Vice President Kamala Harris said Tuesday, before it was announced the verdict was coming, “Let’s say there is a guilty verdict on the highest charge, it will not take away the pain of the Floyd family.”
“It will not take away the pain of the communities, all communities, regardless of their color or geographic location, that felt sadness and anger in what they witnessed in that video," she told CNN.
The White House, meanwhile, stepped up preparations for the verdict. Psaki said administration officials had been in contact with leaders in Minnesota and in other cities and states that saw unrest after Floyd’s death last year.
The FBI and the U.S. attorney’s office in Minnesota have been working with local officials to support law enforcement as they prepare for the possibility of unrest after the verdict, officials said.

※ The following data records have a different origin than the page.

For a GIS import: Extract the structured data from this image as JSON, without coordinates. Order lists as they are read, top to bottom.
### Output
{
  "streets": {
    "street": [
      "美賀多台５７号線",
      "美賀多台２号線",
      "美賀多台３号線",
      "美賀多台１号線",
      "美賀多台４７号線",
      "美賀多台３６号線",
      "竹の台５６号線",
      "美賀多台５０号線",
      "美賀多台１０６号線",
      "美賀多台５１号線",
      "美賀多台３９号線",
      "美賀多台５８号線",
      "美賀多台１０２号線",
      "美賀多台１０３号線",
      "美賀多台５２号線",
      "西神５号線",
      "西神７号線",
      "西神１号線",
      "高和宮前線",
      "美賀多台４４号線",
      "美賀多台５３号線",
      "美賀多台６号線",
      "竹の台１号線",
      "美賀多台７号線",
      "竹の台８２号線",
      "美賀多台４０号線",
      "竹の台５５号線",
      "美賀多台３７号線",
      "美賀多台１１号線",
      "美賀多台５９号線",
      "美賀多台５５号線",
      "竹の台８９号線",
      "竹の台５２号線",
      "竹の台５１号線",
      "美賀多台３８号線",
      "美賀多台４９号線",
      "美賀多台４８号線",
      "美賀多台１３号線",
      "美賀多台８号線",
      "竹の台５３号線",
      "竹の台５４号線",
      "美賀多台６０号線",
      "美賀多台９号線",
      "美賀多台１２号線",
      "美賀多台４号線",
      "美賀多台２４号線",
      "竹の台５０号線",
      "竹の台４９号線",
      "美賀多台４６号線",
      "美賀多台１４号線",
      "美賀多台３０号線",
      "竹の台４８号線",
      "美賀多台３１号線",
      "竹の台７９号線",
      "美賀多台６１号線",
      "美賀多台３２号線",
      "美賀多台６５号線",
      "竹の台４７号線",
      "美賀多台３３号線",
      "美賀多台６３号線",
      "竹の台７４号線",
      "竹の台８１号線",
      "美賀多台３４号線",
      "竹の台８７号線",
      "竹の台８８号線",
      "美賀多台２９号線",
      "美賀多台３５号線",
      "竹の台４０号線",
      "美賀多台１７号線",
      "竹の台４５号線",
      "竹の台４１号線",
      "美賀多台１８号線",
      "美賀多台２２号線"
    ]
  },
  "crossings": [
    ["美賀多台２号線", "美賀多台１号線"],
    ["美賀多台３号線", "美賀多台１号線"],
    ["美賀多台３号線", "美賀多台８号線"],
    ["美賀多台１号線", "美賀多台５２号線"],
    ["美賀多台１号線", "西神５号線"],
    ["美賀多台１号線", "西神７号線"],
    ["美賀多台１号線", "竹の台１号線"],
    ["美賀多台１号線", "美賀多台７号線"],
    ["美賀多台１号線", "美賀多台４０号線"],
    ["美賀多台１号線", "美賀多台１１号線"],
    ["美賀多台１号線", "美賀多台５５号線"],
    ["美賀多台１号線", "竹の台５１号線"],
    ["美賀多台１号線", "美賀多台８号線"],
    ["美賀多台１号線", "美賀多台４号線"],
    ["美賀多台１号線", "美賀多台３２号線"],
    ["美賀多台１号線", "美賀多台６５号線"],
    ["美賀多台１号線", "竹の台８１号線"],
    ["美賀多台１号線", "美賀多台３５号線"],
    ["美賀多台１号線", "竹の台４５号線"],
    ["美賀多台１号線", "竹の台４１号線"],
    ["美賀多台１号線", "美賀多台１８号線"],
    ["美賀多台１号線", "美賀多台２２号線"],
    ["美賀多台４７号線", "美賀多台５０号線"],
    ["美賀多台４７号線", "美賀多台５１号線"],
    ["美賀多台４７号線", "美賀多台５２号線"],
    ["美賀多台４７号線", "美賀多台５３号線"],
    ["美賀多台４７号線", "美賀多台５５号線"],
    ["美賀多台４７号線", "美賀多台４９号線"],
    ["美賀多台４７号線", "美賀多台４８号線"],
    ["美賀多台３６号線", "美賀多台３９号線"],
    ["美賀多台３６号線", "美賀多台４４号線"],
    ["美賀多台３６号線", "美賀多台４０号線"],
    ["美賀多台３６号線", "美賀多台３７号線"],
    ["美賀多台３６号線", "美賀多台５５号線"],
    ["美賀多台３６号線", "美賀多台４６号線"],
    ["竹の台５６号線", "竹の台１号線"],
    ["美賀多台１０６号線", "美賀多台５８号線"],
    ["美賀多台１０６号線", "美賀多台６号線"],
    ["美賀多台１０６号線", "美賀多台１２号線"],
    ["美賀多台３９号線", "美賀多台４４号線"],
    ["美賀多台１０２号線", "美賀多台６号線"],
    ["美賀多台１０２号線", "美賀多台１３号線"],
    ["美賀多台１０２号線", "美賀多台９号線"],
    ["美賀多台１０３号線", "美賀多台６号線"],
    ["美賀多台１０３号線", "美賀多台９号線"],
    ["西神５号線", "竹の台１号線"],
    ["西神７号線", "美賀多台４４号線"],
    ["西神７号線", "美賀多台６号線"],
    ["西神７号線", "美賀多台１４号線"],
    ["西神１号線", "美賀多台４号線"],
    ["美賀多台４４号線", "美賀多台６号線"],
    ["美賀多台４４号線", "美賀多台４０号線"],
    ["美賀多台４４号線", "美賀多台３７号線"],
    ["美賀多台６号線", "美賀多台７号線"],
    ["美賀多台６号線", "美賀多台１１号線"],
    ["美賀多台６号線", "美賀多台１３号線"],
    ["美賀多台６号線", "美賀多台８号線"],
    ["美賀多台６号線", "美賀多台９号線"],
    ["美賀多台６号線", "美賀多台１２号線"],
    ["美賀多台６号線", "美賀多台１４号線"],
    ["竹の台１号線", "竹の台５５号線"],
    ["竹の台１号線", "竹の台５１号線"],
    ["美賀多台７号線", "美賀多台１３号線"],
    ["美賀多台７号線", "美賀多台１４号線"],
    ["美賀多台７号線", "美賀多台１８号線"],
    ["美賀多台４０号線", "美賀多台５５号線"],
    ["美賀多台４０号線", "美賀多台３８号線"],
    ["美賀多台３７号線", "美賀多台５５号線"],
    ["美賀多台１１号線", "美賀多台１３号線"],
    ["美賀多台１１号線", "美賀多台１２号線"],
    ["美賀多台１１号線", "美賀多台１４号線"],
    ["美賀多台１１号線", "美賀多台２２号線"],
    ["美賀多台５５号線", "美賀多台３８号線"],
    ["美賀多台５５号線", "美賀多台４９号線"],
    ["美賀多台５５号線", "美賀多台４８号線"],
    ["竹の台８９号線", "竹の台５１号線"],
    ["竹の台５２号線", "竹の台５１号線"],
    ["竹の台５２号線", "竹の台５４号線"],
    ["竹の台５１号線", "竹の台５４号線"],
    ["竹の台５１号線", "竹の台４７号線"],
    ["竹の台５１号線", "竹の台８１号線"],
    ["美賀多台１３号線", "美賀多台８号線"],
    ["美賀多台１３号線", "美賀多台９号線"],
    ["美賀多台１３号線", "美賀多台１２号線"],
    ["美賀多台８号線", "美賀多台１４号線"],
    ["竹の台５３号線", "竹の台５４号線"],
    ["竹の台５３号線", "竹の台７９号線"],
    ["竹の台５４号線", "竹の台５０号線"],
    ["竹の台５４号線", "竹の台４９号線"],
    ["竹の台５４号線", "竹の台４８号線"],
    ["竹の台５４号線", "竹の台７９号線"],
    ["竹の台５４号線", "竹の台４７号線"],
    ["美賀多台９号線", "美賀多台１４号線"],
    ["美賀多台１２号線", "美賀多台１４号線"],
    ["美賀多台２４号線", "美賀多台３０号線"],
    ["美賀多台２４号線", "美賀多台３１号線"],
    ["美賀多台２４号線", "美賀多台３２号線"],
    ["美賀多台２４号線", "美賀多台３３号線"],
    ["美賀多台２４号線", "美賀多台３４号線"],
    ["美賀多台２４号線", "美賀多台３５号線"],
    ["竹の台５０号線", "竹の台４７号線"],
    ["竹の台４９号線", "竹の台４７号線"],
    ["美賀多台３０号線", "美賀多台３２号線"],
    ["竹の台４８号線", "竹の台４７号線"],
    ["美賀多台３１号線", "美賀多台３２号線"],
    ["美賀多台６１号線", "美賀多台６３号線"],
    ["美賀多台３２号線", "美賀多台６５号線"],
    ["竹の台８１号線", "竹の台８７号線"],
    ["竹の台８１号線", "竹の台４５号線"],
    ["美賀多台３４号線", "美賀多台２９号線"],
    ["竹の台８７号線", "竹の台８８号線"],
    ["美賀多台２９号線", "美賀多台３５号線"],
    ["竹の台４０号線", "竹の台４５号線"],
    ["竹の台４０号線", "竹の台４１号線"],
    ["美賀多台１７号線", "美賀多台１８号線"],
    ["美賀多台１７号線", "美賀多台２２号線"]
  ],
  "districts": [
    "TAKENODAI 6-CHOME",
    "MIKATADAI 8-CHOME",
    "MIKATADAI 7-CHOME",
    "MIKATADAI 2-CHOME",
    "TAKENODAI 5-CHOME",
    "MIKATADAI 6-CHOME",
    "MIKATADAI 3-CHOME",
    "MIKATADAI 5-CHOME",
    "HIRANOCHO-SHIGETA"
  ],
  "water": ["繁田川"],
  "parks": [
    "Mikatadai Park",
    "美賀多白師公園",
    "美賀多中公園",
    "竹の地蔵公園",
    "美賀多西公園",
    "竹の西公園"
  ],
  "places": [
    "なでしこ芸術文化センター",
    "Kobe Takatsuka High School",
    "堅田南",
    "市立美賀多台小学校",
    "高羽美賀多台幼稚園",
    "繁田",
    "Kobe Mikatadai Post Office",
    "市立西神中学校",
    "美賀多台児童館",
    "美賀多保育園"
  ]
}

And the Justice Department has also dispatched specially trained community facilitators, according to a senior Justice Department official. The official could not discuss the plans publicly and spoke to the AP on condition of anonymity.
The officials, part of the Justice Department’s Community Relations Service, tout themselves as “America’s Peacemaker” for mediating disputes in communities and holding listening sessions to help prevent future conflicts.
A federal civil rights investigation, separate from the trial, remains ongoing. Several witnesses were subpoenaed earlier this year to appear before a federal grand jury considering charges against Chauvin.
The Justice Department’s civil rights investigation has been focused on Chauvin and some of the witnesses, including other officers who worked with Chauvin, people familiar with the matter have told the AP.
Chauvin was prepared to plead guilty to third-degree murder in George Floyd’s death before then-Attorney General William Barr personally blocked the plea deal last year. Barr rejected the deal in part because he felt it was too soon, as the investigation into Floyd’s death was still in its relative infancy, law enforcement officials said.